:: EXTRACTED RECORDS

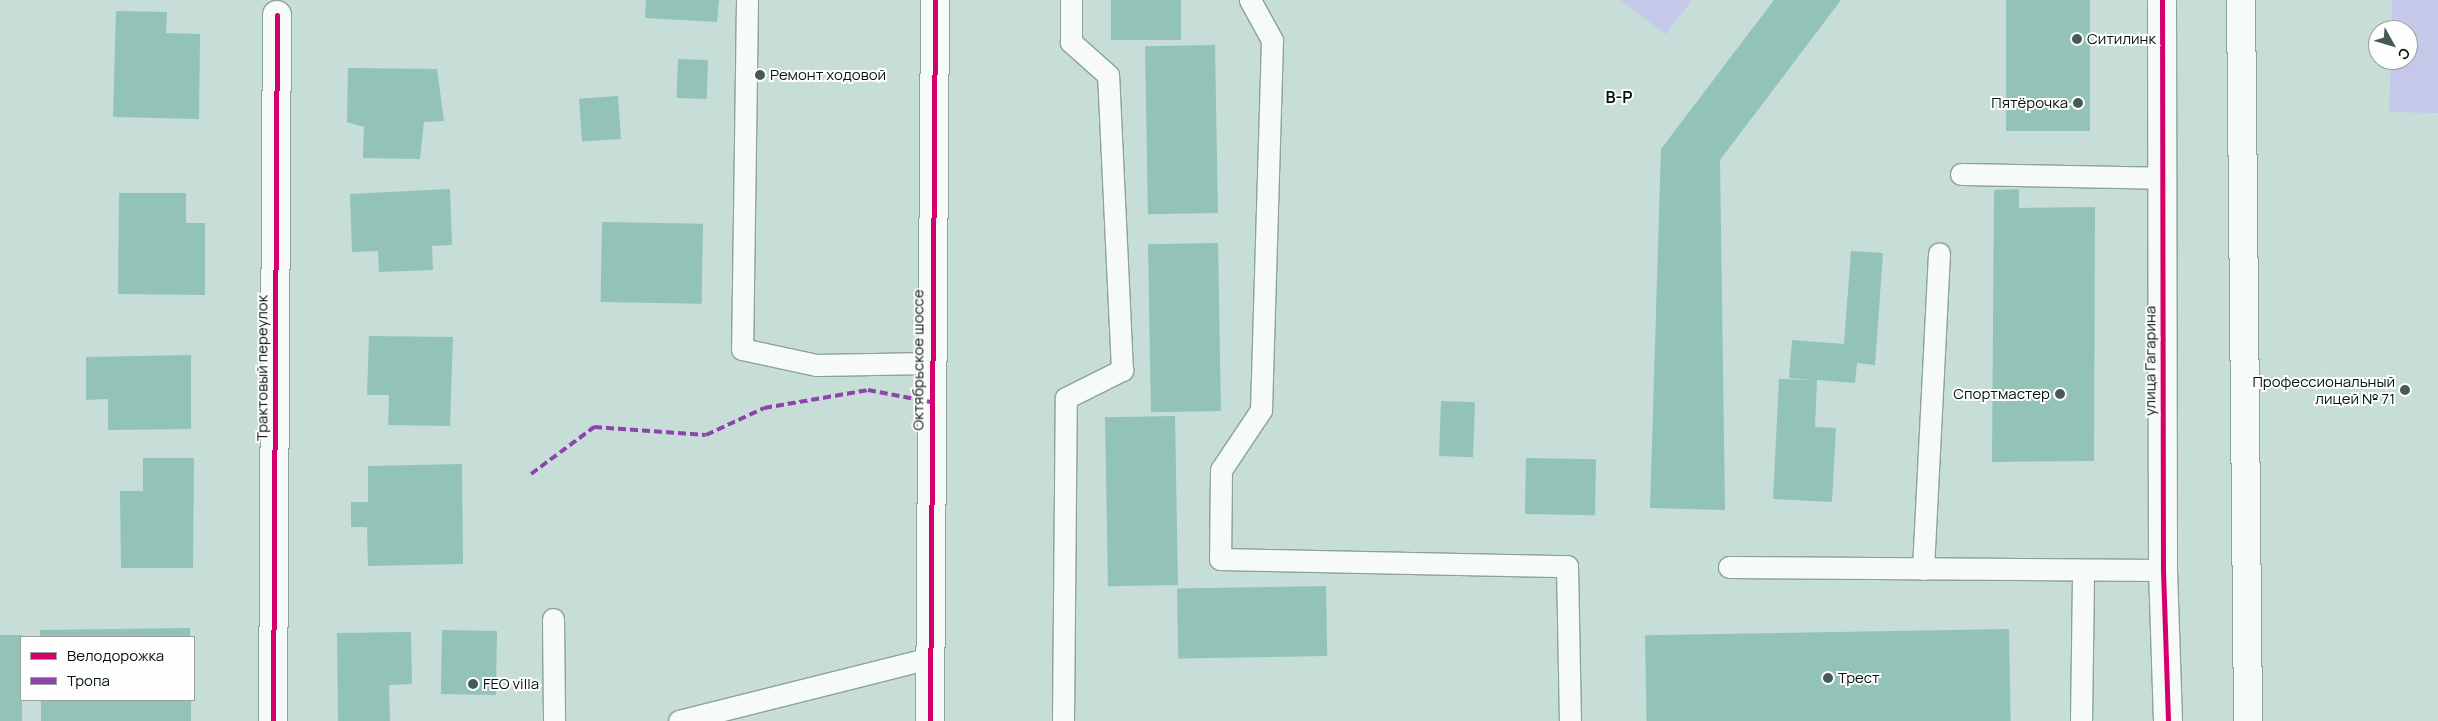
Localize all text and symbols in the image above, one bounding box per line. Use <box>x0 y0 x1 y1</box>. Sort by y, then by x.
north arrow <box>2368 20 2418 70</box>
place label: Ситилинк <box>2087 30 2156 48</box>
marker: Ситилинк <box>2071 33 2083 45</box>
text: С <box>2394 44 2415 64</box>
place label: Ремонт ходовой <box>770 66 886 84</box>
marker: Ремонт ходовой <box>754 69 766 81</box>
district label: В-Р <box>1605 87 1633 107</box>
place label: Пятёрочка <box>1991 94 2068 112</box>
marker: Пятёрочка <box>2072 97 2084 109</box>
street label: Октябрьское шоссе <box>909 289 927 431</box>
street label: Трактовый переулок <box>253 295 271 441</box>
street label: улица Гагарина <box>2141 306 2159 416</box>
place label: Профессиональный лицей № 71 <box>2252 372 2395 407</box>
marker: Профессиональный лицей № 71 <box>2399 384 2411 396</box>
place label: Спортмастер <box>1953 385 2050 403</box>
marker: Спортмастер <box>2054 388 2066 400</box>
legend <box>20 636 195 701</box>
text: Велодорожка <box>67 645 164 666</box>
place label: Трест <box>1838 669 1880 687</box>
text: Тропа <box>67 670 110 691</box>
marker: Трест <box>1822 672 1834 684</box>
place label: FEO villa <box>483 675 539 693</box>
marker: FEO villa <box>467 678 479 690</box>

::::

» WORK ITEM:
For each line in the entries that contains the string "Профессиональный", make a copy.

» FINISHED TASK:
place label: Профессиональный лицей № 71 <box>2252 372 2395 407</box>
marker: Профессиональный лицей № 71 <box>2399 384 2411 396</box>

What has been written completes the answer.